• [WHAT YOU SHOULD DO]: Would you transcribe exactly the lines below, starting at the one that contains "Detect all labels and" and ending with the last line, both included? Leave out all other lines.

Saved data entries:
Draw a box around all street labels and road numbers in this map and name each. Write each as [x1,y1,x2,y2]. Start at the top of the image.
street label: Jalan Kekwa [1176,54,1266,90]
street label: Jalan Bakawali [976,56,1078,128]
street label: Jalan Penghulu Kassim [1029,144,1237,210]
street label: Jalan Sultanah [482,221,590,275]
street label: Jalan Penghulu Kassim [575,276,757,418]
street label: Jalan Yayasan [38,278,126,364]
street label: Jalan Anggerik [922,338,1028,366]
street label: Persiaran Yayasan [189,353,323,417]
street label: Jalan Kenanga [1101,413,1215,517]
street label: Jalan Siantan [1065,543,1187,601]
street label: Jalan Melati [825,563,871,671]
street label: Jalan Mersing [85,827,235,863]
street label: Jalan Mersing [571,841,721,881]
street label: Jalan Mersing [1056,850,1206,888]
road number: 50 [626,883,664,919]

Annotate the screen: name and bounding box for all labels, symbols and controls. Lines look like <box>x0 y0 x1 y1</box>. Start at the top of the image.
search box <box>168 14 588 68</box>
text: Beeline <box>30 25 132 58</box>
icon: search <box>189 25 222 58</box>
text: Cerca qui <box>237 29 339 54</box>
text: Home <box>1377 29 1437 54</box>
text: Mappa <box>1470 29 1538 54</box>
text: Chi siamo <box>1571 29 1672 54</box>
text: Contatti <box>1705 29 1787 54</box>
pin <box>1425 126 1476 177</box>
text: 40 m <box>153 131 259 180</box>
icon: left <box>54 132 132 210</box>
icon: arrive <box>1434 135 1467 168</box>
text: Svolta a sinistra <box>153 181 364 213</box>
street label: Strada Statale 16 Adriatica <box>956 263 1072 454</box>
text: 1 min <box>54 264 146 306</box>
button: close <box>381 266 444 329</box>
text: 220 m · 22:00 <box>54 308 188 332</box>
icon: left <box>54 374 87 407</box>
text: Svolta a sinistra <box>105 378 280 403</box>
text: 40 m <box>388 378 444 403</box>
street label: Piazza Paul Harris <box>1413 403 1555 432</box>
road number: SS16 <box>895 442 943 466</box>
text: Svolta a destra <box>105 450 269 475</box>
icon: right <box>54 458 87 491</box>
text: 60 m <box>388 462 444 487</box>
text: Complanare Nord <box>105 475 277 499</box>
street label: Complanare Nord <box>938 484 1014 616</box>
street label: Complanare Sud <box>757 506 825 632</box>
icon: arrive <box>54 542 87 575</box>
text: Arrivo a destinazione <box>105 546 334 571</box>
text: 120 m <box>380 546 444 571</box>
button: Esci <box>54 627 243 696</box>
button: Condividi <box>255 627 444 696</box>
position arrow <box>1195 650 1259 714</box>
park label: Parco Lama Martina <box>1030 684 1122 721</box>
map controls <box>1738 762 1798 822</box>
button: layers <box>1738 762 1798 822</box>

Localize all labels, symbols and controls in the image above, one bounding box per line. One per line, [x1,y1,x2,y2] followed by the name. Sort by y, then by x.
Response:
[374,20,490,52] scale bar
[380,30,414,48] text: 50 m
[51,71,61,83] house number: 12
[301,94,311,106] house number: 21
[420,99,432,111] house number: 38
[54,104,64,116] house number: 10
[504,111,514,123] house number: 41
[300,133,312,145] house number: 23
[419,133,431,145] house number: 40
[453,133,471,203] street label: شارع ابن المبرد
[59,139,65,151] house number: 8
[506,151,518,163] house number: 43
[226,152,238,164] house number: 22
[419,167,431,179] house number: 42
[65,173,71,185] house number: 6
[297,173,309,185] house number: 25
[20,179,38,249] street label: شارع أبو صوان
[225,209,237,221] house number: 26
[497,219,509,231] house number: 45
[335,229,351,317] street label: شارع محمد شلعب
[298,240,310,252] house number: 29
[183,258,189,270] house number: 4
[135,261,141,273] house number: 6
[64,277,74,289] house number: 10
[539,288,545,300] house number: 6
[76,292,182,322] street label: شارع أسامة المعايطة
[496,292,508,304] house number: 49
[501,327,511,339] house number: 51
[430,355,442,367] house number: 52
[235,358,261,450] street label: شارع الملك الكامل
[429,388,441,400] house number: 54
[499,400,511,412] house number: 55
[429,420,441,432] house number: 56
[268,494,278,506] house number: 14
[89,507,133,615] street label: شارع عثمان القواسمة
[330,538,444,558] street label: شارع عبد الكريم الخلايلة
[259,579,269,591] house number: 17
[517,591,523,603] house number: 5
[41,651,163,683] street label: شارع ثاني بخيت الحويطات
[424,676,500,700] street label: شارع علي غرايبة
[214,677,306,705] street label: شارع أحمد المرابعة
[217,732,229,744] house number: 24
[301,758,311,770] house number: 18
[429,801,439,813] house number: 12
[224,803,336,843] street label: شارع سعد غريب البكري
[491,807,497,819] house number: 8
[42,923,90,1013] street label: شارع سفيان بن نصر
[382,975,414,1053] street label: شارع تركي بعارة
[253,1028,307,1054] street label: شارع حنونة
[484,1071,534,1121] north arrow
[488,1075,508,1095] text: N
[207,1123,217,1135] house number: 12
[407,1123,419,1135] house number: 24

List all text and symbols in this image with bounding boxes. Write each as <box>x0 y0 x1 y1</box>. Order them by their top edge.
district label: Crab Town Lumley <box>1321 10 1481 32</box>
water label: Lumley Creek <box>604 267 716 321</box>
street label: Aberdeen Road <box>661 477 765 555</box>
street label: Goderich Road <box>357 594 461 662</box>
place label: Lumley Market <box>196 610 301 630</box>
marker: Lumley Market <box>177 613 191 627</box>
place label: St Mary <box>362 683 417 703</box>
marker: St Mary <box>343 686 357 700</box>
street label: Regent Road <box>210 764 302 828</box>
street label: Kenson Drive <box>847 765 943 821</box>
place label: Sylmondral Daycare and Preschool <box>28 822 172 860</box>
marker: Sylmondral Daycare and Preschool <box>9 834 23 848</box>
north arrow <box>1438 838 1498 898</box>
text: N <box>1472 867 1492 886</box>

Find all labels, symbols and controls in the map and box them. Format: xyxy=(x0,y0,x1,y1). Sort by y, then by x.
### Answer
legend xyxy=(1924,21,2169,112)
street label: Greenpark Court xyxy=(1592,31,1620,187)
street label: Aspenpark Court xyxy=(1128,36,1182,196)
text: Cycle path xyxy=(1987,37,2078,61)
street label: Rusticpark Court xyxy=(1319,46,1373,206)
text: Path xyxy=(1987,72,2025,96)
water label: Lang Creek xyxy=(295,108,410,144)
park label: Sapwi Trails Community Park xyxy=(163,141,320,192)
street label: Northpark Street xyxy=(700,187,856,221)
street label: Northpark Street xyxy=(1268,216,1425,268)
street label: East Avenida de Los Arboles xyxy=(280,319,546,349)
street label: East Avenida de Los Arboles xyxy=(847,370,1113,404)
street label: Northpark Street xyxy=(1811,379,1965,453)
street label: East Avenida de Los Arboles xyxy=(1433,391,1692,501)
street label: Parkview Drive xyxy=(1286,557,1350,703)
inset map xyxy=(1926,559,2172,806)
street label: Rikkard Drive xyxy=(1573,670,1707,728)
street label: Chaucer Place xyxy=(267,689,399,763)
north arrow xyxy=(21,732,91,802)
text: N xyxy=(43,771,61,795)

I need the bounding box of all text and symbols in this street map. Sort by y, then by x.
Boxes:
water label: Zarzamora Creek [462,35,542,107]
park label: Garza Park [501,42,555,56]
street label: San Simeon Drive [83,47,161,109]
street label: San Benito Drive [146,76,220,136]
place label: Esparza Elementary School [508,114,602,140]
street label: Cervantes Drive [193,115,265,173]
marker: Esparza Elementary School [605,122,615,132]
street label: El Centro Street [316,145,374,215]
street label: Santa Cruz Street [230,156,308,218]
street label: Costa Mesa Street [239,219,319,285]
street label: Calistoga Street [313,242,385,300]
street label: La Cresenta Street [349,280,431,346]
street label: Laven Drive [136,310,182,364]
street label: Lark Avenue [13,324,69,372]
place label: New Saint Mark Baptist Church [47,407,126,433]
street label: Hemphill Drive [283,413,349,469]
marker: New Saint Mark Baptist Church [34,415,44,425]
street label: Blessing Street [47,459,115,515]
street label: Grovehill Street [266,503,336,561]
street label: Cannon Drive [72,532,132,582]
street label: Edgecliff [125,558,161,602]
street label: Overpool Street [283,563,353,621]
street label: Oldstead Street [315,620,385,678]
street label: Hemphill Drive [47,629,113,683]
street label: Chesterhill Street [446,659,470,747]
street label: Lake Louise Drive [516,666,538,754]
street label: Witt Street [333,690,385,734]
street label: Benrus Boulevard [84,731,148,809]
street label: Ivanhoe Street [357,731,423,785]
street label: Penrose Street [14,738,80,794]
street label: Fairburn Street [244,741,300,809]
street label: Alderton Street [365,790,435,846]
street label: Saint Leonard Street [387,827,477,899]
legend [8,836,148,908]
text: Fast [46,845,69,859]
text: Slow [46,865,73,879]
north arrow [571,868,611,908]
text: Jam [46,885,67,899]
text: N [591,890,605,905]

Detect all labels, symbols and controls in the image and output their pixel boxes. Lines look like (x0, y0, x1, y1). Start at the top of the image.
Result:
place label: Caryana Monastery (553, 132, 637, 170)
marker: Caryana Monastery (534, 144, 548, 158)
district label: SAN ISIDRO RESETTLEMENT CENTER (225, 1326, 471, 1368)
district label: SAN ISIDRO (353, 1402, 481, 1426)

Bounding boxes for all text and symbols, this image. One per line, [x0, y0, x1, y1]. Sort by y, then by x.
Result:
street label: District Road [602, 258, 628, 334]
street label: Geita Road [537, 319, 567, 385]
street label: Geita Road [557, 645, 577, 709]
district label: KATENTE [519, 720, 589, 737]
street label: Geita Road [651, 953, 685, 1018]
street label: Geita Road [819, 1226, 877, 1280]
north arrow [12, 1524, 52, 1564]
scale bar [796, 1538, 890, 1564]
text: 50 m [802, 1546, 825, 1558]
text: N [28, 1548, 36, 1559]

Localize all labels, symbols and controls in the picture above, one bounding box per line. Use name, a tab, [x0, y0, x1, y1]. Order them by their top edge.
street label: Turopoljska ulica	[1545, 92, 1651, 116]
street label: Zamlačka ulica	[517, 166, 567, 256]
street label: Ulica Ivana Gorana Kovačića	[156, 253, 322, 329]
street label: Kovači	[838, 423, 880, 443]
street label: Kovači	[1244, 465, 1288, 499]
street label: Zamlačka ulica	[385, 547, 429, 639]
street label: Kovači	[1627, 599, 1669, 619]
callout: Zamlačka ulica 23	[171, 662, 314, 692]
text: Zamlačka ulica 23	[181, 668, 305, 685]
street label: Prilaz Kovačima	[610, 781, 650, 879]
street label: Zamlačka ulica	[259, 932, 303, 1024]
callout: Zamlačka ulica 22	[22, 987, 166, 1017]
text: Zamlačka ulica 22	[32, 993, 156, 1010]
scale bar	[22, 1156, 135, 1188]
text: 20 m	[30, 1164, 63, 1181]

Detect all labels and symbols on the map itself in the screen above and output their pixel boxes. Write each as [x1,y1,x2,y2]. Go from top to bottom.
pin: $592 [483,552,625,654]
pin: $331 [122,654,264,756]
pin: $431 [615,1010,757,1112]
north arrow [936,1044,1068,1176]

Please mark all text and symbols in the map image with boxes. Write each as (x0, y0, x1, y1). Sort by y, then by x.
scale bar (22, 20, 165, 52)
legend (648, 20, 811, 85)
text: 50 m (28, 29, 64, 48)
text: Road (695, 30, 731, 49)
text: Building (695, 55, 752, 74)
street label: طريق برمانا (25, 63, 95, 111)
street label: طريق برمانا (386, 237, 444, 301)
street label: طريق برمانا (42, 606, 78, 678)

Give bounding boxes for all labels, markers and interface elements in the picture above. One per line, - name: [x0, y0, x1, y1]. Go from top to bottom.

• [FINISHED TASK]:
Detect all labels and symbols on the map itself in the screen above and output their pixel boxes. Write each as [x1,y1,x2,y2]. Go from top to bottom.
pin: $592 [483,552,625,654]
pin: $331 [122,654,264,756]
pin: $431 [615,1010,757,1112]
north arrow [936,1044,1068,1176]

Please mark all text and symbols in the map image with boxes. Write each as (x0, y0, x1, y1). Sort by y, then by x.
scale bar (22, 20, 165, 52)
legend (648, 20, 811, 85)
text: 50 m (28, 29, 64, 48)
text: Road (695, 30, 731, 49)
text: Building (695, 55, 752, 74)
street label: طريق برمانا (25, 63, 95, 111)
street label: طريق برمانا (386, 237, 444, 301)
street label: طريق برمانا (42, 606, 78, 678)

Give bounding boxes for all labels, markers and interface elements in the picture above. One per line, - name: [x0, y0, x1, y1]. Go from top to bottom.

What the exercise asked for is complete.